----- RECORDS TO USE -----

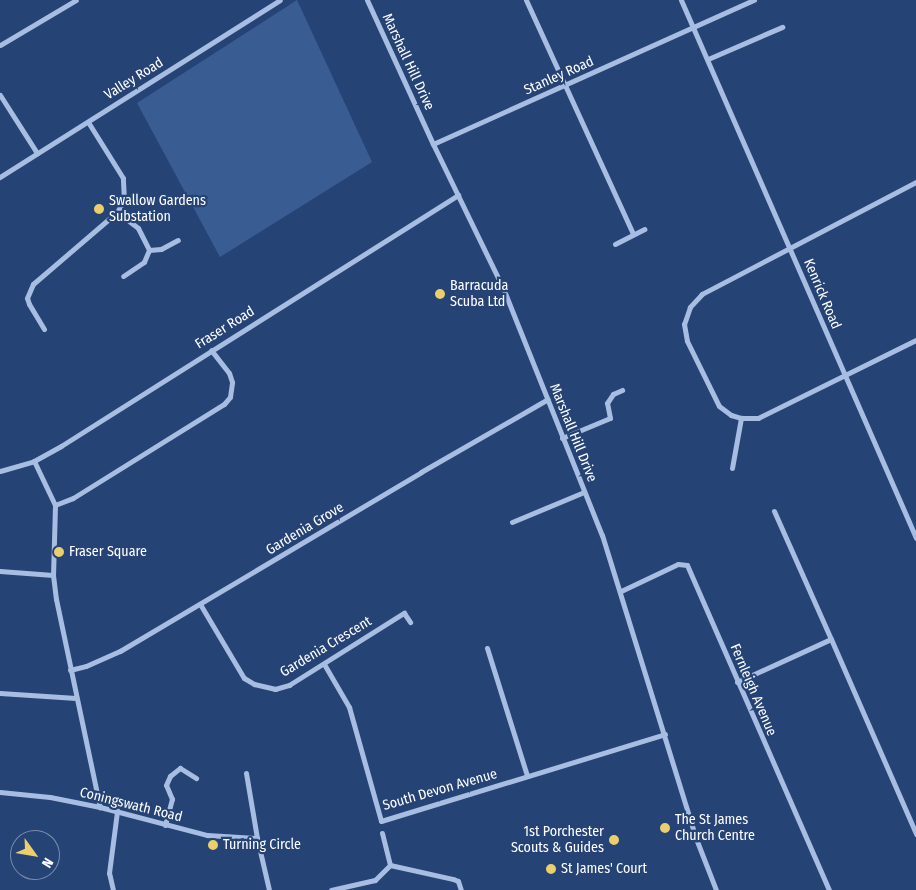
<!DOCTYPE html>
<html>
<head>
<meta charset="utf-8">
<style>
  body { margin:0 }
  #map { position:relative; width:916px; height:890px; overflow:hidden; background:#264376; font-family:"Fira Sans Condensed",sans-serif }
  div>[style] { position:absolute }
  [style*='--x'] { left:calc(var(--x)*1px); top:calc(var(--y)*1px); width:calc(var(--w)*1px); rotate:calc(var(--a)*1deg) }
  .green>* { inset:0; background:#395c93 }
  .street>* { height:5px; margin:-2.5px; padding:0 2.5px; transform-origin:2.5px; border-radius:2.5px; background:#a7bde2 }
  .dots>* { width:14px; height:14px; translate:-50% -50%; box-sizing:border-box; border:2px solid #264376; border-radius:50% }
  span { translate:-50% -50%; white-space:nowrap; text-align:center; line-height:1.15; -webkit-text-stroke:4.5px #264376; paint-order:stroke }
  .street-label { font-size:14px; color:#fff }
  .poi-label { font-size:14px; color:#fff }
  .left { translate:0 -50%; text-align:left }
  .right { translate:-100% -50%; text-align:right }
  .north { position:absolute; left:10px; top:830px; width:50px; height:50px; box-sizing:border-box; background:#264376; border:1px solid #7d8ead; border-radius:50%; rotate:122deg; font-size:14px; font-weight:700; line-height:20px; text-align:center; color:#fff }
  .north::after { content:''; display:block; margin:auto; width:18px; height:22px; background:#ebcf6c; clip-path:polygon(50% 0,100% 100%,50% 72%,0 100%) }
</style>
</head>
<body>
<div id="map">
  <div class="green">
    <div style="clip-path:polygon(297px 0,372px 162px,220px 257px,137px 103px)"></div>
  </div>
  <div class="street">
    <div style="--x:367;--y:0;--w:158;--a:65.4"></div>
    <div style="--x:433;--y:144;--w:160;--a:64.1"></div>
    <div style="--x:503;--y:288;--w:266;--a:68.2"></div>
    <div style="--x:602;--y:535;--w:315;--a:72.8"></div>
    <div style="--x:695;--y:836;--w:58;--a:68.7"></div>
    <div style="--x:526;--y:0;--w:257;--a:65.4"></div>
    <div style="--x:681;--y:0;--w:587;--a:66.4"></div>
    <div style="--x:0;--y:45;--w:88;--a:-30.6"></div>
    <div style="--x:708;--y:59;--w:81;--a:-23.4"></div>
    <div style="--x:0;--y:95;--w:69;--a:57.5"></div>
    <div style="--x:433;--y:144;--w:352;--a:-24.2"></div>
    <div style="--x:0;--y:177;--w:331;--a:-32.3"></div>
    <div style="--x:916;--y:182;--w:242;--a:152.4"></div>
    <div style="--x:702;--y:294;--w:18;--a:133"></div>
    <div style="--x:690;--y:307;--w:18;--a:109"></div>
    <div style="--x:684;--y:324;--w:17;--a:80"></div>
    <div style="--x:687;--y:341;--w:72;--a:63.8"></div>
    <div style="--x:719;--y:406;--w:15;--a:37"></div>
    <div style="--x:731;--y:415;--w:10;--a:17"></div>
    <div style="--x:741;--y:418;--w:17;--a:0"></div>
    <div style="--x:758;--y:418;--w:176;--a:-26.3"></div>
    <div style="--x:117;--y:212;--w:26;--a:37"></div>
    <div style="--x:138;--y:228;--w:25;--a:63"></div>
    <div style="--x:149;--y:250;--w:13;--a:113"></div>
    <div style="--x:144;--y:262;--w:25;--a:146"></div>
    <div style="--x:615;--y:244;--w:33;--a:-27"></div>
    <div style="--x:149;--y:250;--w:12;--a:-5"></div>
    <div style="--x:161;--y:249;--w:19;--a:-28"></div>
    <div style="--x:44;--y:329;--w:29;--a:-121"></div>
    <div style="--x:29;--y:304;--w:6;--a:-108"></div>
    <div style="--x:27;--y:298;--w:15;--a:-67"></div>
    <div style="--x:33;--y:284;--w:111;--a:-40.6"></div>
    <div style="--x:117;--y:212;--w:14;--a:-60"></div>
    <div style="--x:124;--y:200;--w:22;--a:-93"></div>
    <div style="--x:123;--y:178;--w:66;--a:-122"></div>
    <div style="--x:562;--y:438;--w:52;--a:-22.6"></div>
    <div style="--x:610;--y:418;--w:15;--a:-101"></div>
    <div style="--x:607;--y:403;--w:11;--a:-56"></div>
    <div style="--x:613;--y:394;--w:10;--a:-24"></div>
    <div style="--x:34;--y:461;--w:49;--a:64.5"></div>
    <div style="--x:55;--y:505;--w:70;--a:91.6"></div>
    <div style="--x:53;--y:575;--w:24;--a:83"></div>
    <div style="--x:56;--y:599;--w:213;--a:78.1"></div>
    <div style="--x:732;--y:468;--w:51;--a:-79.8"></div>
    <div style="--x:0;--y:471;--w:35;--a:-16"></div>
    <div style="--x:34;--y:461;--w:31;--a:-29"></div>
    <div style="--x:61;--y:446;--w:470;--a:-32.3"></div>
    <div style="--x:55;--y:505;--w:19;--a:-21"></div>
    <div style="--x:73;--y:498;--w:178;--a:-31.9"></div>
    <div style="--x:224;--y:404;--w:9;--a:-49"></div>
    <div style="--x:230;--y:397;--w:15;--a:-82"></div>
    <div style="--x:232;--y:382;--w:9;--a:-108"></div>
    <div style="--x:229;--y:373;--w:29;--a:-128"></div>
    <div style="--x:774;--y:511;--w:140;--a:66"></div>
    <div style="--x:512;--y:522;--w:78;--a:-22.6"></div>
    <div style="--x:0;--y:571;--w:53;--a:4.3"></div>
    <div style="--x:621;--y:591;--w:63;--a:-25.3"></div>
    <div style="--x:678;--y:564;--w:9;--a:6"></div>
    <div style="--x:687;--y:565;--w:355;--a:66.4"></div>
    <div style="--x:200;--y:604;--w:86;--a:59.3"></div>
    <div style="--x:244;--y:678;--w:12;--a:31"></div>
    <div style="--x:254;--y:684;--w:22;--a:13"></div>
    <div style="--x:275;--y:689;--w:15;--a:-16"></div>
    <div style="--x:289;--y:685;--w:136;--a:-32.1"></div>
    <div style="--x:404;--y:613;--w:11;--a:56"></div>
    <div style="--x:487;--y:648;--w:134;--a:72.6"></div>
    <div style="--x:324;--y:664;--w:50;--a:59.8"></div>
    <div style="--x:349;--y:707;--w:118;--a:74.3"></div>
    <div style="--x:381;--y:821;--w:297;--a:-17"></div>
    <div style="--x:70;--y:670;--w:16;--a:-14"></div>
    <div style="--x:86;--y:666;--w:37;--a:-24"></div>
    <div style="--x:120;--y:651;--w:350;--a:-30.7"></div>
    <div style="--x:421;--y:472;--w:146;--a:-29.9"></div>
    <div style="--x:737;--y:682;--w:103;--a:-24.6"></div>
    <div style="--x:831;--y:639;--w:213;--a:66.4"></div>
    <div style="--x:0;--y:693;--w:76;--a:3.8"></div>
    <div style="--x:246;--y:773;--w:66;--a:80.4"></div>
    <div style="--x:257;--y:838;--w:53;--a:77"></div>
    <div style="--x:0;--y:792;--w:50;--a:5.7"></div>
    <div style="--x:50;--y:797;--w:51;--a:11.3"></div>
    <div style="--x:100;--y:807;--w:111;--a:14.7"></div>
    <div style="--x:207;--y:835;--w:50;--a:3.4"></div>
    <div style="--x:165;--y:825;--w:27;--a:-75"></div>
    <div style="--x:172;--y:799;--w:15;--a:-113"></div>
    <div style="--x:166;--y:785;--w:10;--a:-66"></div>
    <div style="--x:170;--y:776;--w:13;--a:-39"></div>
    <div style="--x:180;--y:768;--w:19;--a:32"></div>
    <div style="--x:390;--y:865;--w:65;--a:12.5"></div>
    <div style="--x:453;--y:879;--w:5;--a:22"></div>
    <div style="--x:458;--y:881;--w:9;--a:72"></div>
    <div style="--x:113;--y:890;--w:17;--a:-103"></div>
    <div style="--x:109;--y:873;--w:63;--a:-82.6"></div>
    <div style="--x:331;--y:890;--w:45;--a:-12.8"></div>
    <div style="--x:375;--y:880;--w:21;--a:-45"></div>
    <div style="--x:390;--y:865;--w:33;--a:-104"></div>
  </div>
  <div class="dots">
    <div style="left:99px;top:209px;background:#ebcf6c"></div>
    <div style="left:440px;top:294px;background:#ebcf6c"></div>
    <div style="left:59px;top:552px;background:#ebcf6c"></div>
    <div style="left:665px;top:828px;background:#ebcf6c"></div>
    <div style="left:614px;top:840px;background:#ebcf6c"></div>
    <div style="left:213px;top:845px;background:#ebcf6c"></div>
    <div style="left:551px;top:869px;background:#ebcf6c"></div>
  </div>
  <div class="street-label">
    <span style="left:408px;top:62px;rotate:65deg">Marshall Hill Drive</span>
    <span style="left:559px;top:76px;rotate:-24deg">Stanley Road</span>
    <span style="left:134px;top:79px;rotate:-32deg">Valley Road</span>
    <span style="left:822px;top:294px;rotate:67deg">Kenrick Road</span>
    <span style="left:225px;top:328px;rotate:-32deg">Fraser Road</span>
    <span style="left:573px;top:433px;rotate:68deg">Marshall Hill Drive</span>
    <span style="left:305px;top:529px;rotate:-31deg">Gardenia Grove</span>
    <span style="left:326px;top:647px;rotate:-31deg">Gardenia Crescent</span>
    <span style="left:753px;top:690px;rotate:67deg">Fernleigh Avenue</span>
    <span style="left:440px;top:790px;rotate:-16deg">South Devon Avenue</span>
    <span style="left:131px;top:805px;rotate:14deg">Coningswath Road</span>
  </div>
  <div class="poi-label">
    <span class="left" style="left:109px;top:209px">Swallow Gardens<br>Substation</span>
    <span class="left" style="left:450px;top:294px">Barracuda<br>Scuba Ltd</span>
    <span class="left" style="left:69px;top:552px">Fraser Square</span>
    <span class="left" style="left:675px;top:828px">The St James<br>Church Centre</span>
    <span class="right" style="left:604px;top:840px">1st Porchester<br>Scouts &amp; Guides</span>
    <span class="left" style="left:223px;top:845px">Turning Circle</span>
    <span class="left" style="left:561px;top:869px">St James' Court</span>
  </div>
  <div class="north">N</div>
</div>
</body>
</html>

-----
----- RECORDS TO USE -----

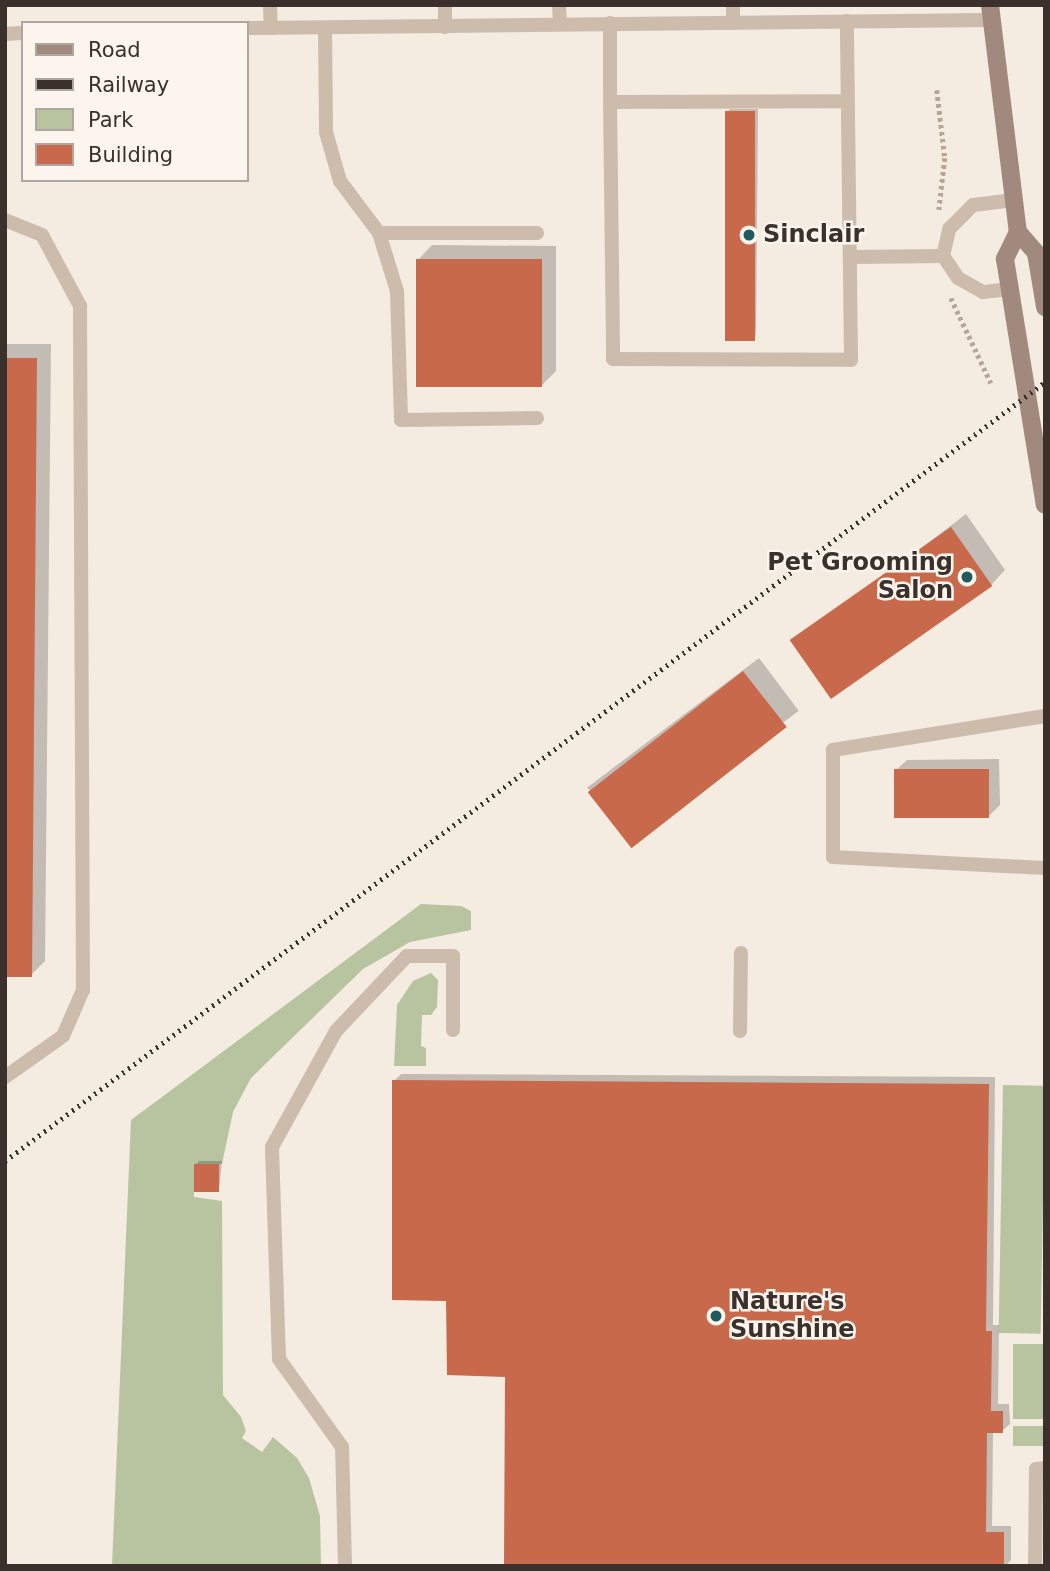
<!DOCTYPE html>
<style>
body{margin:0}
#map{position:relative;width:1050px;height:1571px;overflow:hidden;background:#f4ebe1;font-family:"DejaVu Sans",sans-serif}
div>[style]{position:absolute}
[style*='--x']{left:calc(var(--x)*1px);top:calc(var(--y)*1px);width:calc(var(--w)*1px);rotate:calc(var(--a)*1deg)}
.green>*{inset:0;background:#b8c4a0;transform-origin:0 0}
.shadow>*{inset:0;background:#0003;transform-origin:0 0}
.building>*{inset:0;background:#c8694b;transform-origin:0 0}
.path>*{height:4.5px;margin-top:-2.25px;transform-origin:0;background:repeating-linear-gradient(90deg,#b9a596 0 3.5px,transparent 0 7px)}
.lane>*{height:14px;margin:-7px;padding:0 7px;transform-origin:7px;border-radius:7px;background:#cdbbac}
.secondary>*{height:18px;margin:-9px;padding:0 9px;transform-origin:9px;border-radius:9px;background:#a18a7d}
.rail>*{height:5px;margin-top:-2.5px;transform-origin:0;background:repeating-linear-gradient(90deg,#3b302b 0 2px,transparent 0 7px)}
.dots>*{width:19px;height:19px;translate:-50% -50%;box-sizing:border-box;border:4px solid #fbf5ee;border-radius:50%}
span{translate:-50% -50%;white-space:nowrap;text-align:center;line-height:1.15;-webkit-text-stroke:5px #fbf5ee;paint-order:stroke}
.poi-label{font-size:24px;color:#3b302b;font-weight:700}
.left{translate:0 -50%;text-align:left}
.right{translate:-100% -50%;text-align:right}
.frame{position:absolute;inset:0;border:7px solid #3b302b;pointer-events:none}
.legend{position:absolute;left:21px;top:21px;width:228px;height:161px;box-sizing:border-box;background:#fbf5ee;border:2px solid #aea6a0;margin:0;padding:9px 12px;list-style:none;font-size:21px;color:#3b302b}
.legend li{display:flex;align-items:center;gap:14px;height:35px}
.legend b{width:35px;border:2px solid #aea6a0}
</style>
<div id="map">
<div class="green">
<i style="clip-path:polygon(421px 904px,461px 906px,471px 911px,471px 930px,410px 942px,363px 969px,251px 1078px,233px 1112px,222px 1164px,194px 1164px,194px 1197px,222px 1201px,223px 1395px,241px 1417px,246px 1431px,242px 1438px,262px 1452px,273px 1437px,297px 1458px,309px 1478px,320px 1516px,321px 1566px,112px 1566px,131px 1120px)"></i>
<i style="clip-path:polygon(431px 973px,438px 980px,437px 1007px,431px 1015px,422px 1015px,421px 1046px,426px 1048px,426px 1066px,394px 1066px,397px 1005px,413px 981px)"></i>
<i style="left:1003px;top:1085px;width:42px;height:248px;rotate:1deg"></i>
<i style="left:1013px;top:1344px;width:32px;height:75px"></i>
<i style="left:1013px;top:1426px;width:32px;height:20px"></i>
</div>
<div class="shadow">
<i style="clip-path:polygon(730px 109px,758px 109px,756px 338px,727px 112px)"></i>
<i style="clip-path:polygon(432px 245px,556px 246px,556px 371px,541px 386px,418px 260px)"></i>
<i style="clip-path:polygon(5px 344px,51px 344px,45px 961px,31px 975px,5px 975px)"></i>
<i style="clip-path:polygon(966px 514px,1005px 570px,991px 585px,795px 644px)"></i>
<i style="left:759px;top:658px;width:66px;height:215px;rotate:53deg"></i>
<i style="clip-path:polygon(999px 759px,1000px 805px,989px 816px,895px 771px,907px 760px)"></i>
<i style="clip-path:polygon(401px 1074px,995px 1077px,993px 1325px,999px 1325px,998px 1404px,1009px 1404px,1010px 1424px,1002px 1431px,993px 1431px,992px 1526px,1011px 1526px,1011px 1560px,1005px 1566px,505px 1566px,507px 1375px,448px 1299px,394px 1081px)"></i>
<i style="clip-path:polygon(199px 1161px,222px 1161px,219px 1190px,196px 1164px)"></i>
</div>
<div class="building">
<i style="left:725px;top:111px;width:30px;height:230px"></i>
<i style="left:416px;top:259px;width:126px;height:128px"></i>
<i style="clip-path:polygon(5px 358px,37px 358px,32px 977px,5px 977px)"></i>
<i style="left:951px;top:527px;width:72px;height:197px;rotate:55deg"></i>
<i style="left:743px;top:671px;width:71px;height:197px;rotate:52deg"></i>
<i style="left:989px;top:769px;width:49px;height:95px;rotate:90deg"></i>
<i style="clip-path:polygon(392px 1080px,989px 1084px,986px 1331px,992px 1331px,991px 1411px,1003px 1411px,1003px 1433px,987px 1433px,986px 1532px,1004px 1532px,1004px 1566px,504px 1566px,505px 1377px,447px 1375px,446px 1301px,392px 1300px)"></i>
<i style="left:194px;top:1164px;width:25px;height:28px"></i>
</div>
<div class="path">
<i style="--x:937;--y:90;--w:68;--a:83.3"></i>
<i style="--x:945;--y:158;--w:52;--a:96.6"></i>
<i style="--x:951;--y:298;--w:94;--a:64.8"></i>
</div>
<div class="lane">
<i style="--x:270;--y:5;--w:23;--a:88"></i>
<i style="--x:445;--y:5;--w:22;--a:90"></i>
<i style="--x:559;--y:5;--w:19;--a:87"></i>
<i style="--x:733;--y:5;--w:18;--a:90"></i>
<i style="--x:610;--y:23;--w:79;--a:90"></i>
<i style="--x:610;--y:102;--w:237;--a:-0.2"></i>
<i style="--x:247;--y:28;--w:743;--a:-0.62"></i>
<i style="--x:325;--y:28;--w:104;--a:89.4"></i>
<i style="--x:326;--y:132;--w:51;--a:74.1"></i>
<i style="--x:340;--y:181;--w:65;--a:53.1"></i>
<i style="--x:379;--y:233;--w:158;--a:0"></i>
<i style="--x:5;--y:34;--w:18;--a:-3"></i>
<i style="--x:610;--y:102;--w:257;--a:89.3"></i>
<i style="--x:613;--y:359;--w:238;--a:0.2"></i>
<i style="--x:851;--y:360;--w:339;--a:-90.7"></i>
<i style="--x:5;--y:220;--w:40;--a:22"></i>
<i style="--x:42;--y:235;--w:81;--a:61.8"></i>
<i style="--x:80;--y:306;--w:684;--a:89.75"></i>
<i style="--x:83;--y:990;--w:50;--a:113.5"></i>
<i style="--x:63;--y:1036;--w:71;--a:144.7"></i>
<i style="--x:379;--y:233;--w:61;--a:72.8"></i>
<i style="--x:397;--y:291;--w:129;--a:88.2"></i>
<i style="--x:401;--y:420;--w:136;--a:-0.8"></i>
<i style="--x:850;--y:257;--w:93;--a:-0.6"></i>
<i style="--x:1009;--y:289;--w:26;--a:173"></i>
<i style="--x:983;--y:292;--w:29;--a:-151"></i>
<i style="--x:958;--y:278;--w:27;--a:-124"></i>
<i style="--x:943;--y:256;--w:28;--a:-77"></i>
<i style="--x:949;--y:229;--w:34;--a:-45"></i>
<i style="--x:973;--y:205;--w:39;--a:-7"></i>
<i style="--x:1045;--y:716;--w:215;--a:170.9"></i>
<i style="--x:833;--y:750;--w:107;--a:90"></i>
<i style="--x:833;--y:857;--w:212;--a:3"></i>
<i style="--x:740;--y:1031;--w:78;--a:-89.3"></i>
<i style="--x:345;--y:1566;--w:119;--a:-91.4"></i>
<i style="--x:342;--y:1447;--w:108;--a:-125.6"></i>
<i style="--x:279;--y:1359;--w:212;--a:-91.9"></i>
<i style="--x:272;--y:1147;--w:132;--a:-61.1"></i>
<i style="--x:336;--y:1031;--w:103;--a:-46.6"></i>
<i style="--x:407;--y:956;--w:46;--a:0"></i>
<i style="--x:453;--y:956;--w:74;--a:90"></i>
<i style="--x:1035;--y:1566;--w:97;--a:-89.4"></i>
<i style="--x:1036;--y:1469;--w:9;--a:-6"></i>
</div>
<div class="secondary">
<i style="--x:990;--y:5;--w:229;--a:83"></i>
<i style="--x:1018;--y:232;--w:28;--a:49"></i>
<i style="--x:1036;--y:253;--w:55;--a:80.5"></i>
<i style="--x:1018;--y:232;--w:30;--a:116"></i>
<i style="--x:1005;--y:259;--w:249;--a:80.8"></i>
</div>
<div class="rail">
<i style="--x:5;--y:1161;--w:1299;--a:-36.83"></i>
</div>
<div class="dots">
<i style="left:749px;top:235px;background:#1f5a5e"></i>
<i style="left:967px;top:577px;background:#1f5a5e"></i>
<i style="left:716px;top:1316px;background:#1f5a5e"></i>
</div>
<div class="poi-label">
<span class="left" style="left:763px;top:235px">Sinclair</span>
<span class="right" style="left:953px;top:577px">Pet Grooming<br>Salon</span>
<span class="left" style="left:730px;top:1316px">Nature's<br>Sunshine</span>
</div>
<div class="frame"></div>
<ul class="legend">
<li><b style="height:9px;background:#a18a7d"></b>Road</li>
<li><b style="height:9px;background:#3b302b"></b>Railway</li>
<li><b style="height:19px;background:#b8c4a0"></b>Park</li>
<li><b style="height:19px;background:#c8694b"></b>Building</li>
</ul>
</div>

-----

▸ **WHAT YOU ARE ASKED TO DO**:
In the material above, each line with the word "relative" should be copied.

▸ **REPLY TO THE EXERCISE**:
  #map { position:relative; width:916px; height:890px; overflow:hidden; background:#264376; font-family:"Fira Sans Condensed",sans-serif }
#map{position:relative;width:1050px;height:1571px;overflow:hidden;background:#f4ebe1;font-family:"DejaVu Sans",sans-serif}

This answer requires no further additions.